As 2019 drew to a close and the new year of 2020 dawned, Donald Trump was stained with being only the third president in American history to be impeached by the House of Representatives. Andrew Johnson was impeached in the 19th Century, Bill Clinton in the 20th, and now Trump has been impeached in the 21st. In 1974, in the wake of the Watergate scandal, President Richard Nixon resigned rather than face impeachment in the House and conviction and removal from office by the Senate. The Nixon who ran for the presidency as a law and order candidate faced possible jail time, but his resignation and later his pardon by successor Gerald Ford preserved his post-presidency perks and pension.
Trump’s impeachment caused ripples among white evangelical Christians who make up much of the president’s political base. An editorial published in Christianity Today in December called for Trump’s removal from office. The magazine said that Trump “attempted to use his political power to coerce a foreign leader to harass and discredit one of the president’s political opponents.” It called such conduct unconstitutional and immoral and lamented that “the reason many are not shocked about this is that this president has dumbed down the idea of morality in his administration.”

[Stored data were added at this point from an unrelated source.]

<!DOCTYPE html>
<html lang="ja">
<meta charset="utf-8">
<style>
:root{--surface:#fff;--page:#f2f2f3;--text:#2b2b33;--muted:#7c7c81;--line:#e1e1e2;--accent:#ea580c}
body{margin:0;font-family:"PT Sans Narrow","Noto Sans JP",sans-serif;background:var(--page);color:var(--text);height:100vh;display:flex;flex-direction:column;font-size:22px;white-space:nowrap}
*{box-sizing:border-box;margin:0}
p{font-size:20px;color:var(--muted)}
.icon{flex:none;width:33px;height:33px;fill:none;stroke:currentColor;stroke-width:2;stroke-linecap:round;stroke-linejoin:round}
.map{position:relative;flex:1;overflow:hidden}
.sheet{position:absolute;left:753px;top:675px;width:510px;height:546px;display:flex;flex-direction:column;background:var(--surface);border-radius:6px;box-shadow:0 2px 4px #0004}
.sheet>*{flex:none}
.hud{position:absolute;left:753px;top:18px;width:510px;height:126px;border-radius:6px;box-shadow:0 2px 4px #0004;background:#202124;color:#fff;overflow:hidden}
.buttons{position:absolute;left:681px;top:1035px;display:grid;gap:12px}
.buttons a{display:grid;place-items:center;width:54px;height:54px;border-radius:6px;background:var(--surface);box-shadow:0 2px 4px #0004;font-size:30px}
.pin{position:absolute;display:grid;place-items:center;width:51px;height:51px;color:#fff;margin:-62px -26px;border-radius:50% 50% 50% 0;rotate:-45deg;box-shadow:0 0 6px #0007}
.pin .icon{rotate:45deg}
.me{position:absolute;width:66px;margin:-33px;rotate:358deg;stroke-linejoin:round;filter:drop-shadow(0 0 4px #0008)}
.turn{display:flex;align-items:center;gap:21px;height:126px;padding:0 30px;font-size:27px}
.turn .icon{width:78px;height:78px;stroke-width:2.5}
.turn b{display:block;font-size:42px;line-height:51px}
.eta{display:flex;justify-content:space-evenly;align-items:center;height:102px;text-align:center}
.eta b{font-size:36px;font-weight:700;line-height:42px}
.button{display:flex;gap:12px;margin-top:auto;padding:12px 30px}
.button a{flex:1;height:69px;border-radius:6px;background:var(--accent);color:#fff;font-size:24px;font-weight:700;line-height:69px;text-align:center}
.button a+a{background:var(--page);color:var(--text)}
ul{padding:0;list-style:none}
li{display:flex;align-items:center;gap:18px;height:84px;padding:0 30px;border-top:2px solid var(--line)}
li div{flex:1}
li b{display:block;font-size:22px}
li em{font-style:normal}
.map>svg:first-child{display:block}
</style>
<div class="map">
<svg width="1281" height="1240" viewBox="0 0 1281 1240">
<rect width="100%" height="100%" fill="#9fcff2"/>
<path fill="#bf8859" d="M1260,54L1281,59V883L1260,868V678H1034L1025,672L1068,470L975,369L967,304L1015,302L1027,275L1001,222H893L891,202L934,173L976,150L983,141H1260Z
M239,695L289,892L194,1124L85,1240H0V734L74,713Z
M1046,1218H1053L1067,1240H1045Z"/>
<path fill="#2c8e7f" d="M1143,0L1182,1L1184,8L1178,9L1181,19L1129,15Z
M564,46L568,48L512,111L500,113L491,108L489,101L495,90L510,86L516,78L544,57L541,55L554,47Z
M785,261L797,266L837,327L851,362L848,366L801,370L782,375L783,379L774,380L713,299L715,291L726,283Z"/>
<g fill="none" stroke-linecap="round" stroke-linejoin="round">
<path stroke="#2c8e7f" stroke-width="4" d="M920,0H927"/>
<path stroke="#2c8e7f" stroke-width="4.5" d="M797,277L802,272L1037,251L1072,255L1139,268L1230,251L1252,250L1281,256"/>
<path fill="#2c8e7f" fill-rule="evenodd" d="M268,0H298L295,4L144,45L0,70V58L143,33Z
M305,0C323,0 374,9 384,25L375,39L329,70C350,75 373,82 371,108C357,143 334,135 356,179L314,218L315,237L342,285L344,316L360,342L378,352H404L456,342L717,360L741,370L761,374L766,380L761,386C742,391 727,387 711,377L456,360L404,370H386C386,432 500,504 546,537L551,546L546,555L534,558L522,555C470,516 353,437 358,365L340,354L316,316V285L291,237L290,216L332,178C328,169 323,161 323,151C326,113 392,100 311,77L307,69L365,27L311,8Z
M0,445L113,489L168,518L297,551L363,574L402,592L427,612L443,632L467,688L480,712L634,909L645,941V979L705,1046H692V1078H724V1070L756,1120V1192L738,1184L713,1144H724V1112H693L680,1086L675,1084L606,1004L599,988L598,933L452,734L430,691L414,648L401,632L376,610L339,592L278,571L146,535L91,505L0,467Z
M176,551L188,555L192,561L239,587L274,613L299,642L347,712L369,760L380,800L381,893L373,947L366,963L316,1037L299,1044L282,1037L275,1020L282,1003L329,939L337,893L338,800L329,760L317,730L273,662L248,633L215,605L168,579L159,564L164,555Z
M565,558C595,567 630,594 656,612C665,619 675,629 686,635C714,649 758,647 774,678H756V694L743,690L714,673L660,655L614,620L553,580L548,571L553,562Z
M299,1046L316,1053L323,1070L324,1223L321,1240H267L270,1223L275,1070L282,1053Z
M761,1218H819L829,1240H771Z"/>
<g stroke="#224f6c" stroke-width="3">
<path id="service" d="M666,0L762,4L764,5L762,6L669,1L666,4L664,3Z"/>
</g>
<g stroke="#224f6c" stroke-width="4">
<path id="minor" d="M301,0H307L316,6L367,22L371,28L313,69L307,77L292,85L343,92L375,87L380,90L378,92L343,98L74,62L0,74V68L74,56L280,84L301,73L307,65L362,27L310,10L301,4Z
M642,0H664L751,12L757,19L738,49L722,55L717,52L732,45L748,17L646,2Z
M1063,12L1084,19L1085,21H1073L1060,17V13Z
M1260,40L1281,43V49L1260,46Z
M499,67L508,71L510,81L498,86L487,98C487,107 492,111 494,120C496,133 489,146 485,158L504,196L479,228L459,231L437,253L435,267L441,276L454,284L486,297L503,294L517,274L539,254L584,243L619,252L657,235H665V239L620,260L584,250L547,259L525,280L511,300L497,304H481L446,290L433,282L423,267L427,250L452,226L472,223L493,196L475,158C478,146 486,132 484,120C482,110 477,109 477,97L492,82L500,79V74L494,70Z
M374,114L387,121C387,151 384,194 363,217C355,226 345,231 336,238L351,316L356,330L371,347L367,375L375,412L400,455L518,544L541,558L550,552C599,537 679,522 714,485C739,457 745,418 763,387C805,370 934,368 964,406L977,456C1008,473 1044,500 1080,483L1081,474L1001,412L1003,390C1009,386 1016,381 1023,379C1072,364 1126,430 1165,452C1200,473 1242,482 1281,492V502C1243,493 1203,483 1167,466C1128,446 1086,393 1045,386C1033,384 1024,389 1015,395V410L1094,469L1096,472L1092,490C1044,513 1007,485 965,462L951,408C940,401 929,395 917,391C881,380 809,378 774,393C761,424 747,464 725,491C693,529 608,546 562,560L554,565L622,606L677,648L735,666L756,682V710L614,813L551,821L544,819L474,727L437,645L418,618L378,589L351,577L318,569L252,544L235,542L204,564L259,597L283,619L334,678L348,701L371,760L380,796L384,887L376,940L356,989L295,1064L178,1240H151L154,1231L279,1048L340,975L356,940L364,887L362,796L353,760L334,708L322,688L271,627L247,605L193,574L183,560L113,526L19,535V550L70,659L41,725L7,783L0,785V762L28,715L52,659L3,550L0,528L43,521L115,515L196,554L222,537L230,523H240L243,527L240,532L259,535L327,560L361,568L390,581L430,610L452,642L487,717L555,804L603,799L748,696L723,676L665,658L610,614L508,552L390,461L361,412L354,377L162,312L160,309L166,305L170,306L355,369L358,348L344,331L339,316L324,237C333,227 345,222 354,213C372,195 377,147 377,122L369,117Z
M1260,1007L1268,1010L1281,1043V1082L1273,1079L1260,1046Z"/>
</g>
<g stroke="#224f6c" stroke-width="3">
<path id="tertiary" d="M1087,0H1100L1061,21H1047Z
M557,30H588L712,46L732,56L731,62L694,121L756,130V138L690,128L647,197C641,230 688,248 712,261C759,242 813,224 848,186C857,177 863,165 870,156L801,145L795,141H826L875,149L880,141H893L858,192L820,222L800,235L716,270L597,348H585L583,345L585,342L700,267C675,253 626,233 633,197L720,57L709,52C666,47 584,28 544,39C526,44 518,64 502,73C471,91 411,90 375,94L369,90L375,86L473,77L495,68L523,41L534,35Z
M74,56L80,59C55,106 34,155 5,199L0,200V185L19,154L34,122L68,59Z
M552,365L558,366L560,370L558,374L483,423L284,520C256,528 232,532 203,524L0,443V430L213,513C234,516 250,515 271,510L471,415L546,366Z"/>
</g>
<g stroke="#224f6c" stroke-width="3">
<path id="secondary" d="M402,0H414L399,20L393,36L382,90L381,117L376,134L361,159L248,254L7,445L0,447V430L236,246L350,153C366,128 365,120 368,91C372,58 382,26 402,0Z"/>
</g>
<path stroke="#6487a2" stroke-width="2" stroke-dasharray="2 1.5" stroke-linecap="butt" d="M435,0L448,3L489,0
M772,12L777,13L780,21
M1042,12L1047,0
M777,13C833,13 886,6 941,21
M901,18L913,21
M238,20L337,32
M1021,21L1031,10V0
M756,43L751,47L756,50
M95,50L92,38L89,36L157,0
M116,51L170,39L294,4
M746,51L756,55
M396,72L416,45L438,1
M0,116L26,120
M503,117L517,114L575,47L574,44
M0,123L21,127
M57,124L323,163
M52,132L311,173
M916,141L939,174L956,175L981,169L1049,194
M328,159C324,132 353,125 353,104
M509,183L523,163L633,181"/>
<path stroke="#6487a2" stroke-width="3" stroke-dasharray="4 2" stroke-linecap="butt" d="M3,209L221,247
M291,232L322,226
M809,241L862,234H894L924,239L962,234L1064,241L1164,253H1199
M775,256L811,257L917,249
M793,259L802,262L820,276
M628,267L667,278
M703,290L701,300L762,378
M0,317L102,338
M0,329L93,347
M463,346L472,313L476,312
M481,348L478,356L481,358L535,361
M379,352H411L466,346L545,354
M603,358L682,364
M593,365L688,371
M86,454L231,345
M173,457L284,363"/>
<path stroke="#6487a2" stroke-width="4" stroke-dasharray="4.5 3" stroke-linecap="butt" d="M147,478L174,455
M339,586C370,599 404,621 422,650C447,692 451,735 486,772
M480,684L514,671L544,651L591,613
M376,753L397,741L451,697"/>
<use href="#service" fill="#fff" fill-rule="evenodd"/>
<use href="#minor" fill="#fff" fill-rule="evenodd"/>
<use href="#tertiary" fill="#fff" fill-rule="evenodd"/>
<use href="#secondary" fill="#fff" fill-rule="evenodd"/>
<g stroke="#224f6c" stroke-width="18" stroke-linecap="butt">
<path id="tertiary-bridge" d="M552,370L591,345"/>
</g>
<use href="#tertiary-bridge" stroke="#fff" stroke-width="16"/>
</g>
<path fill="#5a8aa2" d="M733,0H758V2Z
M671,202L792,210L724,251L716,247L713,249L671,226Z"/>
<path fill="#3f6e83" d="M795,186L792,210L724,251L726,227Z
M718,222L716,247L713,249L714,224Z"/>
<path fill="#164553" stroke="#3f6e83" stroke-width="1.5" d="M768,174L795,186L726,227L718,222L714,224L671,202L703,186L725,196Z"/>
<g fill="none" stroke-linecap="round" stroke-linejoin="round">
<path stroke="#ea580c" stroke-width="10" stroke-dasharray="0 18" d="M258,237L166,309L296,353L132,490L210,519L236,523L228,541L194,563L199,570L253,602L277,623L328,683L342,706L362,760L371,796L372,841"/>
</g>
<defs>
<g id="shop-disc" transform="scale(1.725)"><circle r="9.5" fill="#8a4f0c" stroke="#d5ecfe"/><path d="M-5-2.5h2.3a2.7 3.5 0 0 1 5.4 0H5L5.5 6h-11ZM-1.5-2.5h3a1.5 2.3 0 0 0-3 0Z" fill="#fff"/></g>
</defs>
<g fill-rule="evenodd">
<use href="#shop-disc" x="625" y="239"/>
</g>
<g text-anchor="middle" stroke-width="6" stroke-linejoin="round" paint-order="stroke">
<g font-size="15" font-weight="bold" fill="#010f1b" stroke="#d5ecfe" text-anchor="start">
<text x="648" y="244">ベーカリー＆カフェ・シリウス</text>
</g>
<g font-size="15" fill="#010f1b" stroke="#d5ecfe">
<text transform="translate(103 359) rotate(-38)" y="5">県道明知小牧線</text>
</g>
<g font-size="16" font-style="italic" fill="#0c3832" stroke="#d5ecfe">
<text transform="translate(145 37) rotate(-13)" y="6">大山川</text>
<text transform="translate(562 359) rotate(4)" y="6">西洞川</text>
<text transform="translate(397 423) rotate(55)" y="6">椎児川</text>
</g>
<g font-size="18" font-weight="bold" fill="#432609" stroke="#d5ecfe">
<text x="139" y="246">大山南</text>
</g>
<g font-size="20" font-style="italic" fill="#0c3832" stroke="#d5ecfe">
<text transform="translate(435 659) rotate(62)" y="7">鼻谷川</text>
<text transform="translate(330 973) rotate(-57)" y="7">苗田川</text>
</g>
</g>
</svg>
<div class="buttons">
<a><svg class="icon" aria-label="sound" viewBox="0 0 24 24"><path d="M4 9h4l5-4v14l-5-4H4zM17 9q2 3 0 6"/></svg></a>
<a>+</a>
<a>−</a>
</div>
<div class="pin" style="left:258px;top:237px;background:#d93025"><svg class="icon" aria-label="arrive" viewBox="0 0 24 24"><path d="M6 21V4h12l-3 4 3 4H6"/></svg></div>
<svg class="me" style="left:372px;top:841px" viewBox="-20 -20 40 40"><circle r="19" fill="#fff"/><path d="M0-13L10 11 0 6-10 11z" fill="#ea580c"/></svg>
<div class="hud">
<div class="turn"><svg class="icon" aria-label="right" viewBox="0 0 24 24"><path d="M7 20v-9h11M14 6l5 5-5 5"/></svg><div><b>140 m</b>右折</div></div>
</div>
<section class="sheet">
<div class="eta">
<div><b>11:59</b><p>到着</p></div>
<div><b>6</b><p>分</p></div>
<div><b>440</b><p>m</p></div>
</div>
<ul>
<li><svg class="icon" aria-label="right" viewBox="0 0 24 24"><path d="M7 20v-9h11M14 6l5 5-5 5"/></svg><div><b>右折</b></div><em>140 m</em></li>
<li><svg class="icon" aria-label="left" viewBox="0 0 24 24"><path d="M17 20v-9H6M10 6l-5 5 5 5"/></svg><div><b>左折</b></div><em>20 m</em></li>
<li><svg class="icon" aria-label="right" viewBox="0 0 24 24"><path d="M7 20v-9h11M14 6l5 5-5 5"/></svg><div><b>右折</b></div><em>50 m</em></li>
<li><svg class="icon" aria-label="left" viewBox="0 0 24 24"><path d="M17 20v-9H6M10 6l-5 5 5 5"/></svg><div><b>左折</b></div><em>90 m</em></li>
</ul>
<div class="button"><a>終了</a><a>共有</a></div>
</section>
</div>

The day after the Christianity Today editorial was published, the Commander in Tweet himself said on Twitter, “The fact is, no President has ever done what I have done for Evangelicals, or religion itself!” Another evangelical publication, The Christian Post, issued an angry rebuttal to Christianity Today‘s editorial, supporting the president and whimpering that what it called Christianity Today‘s “disdainful, dismissive, elitist posture” could do “long-term damage to American Christianity.”
After The Christian Post embraced Trump, a longtime editor, Napp Nazworth, resigned in protest, and a Georgetown University professor, Paul D. Miller, wrote a dissent headlined “Convict Trump: The Constitution is more important than abortion.” Miller told Christian Post readers that “Christians should advocate for President Donald J. Trump’s conviction and removal from office by the Senate. While Trump has an excellent record of appointing conservative judges and advancing a pro-life agenda, his criminal conduct endangers the Constitution.”
For millions of the white evangelicals in Trump’s national base, the president is a me-me-me messiah who is rubber stamping the atavistic agenda of the religious right. As the annual holiday honoring the life and legacy of Martin Luther King Jr. comes again later this month, evangelical ministers and churchgoers might do well to consider the words that the civil rights leader and Baptist minister wrote in his famous “Letter From Birmingham Jail” in 1963, when he was incarcerated during protests against racial segregation in that city. “We will have to repent in this generation not merely for the vitriolic words and actions of the bad people, but for the appalling silence of the good people,” he wrote in his message that was aimed at white ministers and congregations who, in the face of injustice, “remained silent behind the anesthetizing security of the stained-glass windows.” King told his readers that he, too, saw the church as “the body of Christ,” but he cautioned them that “we have blemished and scarred that body through social neglect and fear of being nonconformists.”
Trump is courting evangelicals again in this year’s presidential election with the formation of an “Evangelicals for Trump” coalition. For so many of them, Trump has an Elmer Gantry-esque appeal. Biblical and religious precepts advocating Christian stewardship of our planet and admonishing against people losing their souls to gain the world get short shrift in the political agenda of the religious right. The white evangelical vote will be in Trump’s pocket during this year’s race for the White House, a race that Trump will probably win unless voters with “2020 vision” for our country and planet flock to the polls. As the presidential campaign heats up in 2020, all Americans should remember the words of warning that King wrote in 1963: “Nothing in all the world is more dangerous than sincere ignorance and conscientious stupidity.”